After Database Upgrade, the Standby Database Remains in Mounted State in Oracle Data Guard Configurations

Description: After performing the upgrade as recommended in Oracle MOS note 2628228.1, the standby database is left opened in MOUNT state.

Action: If it is required to bring the standby database back to read-only mode, then proceed with the following steps:

Run the following query on the primary database:
SELECT DEST_ID,THREAD#,sequence#,RESETLOGS_CHANGE#,STANDBY_DEST,ARCHIVED,APPLIED,status,to_char(completion_time,'DD-MM-YYYY:hh24:mi') from  v$archived_log;

Ensure that all the logs have been replicated successfully to the standby database after the upgrade operation.

Then on the standby database, run the following commands:
# dbaascli database stop --dbname standby dbname
# dbaascli database start --dbname standby dbname

Then the database should be open in read-only mode again.

Primary Database Fails to Downgrade to 18c in Oracle Data Guard Configurations

Description: The following failure is observed while downgrading a primary Data Guard database from 19c to 18c:
[FATAL] [DBAAS-54007]
- An error occurred when open the db163 database with resetlog options:
ORA-16649: possible failover to another database prevents this database from
being opened.

Action: Follow these steps to fix the issue:

  1. Open the initdbname.ora file:
    /var/opt/oracle/dbaas_acfs/upgrade_backup/dbname/initdbname.ora
  2. Set the *.dg_broker_start parameters to false and save the changes:
    *.dg_broker_start=FALSE
  3. Bring down the local instance and open it back in mount mode:
    startup mount pfile=’/var/opt/oracle/dbaas_acfs/upgrade_backup/dbname/initdbname.ora’;
  4. Then open it with the following command:
    alter database open resetlogs;
  5. Re-enable the Data Guard broker.
    alter system set dg_broker_start=true scope=BOTH;
  6. Restore the spfile.
    create spfile=’DATA DISKGROUP/db_unique_name/spfiledbname.ora’ from pfile=’ /var/opt/oracle/dbaas_acfs/upgrade_backup/dbname/initdbname.ora’
  7. Shut down the local instance.
    shutdown immediate;
  8. Manually downgrade the service.
    19c Oracle home/bin/srvctl downgrade database –d db_unique_name -oraclehome 18c Oracle home path -targetversion 18.0.0.0.0
  9. Restore the TNS_ADMIN variable.
    19c Oracle home/bin/srvctl setenv database –d db_unique_name -t oraclehome “18c Oracle home/network/admin/dbname
  10. Bounce the database across the cluster.
    18c Oracle home/bin/srvctl stop database –d db_unique_name
    18c Oracle home/bin/srvctl start database –d db_unique_name

Patching Primary and Standby Databases Configured with Oracle Data Guard Fails

Description: In OCI environments, patching primary or secondary nodes using the exadbcpatchmulti tool fails if there's no SSH connectivity between the primary and standby nodes.

Action: Depending on the node you're patching, add the -primary or -secondary flag.
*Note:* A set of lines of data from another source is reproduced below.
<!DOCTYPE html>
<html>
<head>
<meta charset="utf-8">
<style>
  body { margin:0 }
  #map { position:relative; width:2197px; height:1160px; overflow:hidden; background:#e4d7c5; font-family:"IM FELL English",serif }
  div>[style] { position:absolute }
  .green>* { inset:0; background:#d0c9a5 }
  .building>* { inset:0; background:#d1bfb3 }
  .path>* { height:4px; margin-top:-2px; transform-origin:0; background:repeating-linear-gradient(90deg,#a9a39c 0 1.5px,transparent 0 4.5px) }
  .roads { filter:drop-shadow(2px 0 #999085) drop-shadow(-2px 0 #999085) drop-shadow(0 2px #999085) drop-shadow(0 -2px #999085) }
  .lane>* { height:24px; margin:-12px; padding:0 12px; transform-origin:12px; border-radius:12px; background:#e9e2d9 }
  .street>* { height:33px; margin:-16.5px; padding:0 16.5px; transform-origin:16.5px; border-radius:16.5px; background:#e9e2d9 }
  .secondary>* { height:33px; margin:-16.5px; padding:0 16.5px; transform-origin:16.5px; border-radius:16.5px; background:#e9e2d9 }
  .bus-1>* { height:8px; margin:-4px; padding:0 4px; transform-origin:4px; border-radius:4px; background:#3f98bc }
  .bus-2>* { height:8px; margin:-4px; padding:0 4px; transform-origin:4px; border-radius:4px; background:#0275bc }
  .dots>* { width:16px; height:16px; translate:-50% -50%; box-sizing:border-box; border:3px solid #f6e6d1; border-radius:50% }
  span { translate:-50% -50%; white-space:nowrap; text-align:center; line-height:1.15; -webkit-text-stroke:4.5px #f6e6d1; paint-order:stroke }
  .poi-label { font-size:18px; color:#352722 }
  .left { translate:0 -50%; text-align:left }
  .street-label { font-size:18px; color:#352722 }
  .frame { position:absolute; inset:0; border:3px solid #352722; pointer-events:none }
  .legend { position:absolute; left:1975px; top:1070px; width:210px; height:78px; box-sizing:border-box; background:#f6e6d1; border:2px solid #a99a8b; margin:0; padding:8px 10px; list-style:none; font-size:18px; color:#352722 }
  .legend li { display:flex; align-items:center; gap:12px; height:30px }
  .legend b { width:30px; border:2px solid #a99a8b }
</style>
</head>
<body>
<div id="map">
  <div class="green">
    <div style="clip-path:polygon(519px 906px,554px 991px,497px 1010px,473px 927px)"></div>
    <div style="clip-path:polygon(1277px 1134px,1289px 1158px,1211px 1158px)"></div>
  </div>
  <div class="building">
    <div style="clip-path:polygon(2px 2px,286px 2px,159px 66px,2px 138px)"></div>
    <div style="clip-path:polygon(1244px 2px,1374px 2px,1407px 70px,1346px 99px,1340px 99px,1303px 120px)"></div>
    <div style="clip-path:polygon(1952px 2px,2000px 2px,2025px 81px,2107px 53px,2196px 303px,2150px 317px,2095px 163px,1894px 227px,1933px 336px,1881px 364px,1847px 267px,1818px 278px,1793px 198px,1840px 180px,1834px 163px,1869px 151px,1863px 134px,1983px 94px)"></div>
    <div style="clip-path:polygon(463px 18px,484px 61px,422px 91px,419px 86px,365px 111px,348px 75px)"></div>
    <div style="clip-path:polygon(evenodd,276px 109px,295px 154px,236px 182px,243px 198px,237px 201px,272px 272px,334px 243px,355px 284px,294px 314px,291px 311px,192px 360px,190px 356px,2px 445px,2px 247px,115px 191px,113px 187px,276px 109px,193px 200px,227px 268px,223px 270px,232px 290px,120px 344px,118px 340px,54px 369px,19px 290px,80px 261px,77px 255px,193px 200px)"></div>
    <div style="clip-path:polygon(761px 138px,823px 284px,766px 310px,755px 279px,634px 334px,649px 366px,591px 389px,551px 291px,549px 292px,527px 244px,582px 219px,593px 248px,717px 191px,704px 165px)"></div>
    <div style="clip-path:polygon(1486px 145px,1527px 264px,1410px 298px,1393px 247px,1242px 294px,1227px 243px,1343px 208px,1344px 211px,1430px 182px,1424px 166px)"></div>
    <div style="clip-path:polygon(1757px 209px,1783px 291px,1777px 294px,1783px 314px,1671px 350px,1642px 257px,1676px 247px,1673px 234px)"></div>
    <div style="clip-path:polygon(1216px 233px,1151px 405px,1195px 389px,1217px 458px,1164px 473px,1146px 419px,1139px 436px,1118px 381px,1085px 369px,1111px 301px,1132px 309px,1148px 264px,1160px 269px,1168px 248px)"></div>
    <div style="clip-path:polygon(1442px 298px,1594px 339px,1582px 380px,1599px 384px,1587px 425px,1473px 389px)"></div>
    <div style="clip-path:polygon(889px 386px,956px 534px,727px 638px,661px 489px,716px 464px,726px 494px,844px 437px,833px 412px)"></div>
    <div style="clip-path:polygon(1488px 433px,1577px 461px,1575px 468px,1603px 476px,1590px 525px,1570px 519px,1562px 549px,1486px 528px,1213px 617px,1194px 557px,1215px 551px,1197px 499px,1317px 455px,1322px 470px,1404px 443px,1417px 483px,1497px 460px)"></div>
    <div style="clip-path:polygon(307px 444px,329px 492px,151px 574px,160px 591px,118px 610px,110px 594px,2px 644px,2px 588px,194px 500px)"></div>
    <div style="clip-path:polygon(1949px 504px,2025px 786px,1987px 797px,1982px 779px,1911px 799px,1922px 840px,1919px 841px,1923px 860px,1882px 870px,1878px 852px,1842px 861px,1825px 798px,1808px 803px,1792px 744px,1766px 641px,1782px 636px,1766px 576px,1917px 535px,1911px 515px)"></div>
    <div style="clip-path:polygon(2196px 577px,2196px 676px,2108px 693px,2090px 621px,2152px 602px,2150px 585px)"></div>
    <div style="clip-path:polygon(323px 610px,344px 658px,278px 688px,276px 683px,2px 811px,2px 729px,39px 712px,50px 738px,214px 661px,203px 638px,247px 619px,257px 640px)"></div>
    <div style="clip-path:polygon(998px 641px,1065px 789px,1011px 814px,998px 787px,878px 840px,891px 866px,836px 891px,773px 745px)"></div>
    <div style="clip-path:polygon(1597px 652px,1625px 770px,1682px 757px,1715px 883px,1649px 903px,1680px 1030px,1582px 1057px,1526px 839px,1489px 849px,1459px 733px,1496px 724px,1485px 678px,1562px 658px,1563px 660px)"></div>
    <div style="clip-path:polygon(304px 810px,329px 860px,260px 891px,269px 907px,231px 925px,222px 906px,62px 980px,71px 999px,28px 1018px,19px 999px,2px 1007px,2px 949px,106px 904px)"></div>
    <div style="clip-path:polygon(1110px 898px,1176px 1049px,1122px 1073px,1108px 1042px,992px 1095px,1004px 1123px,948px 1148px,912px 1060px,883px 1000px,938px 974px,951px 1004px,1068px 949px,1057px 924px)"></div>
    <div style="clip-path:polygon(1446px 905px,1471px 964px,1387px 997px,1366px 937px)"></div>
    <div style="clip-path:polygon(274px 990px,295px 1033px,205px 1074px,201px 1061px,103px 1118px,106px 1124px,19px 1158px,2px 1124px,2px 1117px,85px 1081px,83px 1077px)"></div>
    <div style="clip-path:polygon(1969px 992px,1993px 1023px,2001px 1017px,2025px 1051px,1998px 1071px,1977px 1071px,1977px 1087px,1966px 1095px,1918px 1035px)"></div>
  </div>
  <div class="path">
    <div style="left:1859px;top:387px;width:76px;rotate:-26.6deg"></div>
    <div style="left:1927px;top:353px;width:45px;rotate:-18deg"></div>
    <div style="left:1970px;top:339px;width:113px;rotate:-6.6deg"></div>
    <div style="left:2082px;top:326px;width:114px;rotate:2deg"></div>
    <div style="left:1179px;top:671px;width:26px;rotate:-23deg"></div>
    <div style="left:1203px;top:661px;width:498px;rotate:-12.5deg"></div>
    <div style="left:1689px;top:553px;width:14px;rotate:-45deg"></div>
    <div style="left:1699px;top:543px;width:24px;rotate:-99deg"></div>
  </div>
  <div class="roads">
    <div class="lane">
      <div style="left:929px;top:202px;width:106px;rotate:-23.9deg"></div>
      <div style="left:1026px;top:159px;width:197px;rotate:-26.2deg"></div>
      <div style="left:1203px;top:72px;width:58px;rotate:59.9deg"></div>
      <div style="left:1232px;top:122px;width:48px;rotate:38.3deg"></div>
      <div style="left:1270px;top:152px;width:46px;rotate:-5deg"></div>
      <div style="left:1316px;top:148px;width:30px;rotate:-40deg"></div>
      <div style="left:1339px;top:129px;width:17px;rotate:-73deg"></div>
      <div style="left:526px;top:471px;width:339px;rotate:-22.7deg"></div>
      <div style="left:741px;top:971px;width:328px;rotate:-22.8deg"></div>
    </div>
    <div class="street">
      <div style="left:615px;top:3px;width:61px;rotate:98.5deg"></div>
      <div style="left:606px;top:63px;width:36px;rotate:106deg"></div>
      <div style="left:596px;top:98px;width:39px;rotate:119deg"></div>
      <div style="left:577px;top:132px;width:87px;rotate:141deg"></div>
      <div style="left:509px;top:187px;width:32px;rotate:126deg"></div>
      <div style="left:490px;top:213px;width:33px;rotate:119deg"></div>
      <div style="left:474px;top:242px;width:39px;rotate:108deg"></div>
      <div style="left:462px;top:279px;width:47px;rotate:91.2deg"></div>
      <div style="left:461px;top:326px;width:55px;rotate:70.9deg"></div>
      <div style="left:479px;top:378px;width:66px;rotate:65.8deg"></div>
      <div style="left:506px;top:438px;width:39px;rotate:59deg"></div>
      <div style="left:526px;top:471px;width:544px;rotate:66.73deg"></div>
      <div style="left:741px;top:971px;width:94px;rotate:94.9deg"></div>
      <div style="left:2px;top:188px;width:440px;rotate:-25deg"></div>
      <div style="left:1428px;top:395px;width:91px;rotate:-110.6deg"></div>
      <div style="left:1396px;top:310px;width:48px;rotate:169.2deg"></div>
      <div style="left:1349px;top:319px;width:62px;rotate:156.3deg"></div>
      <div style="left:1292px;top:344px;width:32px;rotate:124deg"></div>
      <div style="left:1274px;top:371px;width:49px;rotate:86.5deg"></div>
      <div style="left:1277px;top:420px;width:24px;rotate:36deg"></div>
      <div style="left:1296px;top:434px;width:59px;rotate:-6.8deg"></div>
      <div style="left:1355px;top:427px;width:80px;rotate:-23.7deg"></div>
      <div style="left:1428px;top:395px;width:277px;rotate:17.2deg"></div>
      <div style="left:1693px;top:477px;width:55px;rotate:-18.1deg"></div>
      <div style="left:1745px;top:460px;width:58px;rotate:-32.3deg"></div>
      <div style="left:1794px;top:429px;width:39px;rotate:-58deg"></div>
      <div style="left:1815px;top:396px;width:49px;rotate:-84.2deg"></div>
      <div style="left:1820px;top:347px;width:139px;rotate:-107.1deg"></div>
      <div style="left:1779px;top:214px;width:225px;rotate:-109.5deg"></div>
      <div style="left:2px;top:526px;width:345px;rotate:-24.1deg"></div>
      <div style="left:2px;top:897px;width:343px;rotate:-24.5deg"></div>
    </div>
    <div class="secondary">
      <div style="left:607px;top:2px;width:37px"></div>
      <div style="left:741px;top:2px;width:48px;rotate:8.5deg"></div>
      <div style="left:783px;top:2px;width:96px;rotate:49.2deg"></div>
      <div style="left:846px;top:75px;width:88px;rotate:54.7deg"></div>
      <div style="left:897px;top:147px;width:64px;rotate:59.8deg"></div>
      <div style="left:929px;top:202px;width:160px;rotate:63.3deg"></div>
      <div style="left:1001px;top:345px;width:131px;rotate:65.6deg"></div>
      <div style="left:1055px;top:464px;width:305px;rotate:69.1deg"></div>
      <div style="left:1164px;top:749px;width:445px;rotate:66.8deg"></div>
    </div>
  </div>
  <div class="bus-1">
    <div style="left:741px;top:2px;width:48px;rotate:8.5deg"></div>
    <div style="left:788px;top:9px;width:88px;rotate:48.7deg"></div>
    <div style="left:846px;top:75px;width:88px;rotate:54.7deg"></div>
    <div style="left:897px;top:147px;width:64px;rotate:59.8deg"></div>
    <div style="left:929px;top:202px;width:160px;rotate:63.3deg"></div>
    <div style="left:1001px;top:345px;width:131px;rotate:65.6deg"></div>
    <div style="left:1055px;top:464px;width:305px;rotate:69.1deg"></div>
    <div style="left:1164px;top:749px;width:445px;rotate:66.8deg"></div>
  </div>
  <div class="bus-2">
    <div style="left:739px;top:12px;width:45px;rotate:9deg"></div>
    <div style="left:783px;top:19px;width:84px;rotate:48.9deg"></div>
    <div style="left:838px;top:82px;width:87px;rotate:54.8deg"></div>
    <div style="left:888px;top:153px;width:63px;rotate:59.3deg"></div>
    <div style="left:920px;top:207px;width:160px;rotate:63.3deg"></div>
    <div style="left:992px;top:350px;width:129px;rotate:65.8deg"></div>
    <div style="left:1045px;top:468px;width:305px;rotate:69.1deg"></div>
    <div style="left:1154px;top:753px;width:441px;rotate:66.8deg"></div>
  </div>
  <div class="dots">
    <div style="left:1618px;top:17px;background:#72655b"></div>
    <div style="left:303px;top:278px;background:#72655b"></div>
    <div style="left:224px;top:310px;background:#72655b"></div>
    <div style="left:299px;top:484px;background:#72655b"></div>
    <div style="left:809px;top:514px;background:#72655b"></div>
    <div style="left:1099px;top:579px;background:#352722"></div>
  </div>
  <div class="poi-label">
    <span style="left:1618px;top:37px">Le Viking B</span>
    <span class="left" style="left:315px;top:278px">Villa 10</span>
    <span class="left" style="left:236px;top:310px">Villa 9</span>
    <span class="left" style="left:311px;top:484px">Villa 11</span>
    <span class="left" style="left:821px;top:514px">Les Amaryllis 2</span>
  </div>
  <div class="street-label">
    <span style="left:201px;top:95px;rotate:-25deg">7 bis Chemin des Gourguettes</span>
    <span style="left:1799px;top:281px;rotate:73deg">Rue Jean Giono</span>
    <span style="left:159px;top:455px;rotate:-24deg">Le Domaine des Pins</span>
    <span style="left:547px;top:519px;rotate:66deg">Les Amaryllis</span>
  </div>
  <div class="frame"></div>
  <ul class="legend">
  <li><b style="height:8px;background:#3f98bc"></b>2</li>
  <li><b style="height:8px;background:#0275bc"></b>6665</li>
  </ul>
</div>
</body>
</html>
You can add flags to identify the nodes only if you're patching using the exadbcpatchmulti tool.

For example:

To patch standby nodes, use -secondary flag.
/var/opt/oracle/exapatch/exadbcpatchmulti action [patchid] dbname|instance_num -secondary
To patch primary nodes, use -primary flag.
/var/opt/oracle/exapatch/exadbcpatchmulti action [patchid] dbname|instance_num -primary
Note

Always patch standby nodes first and then proceed to primary nodes.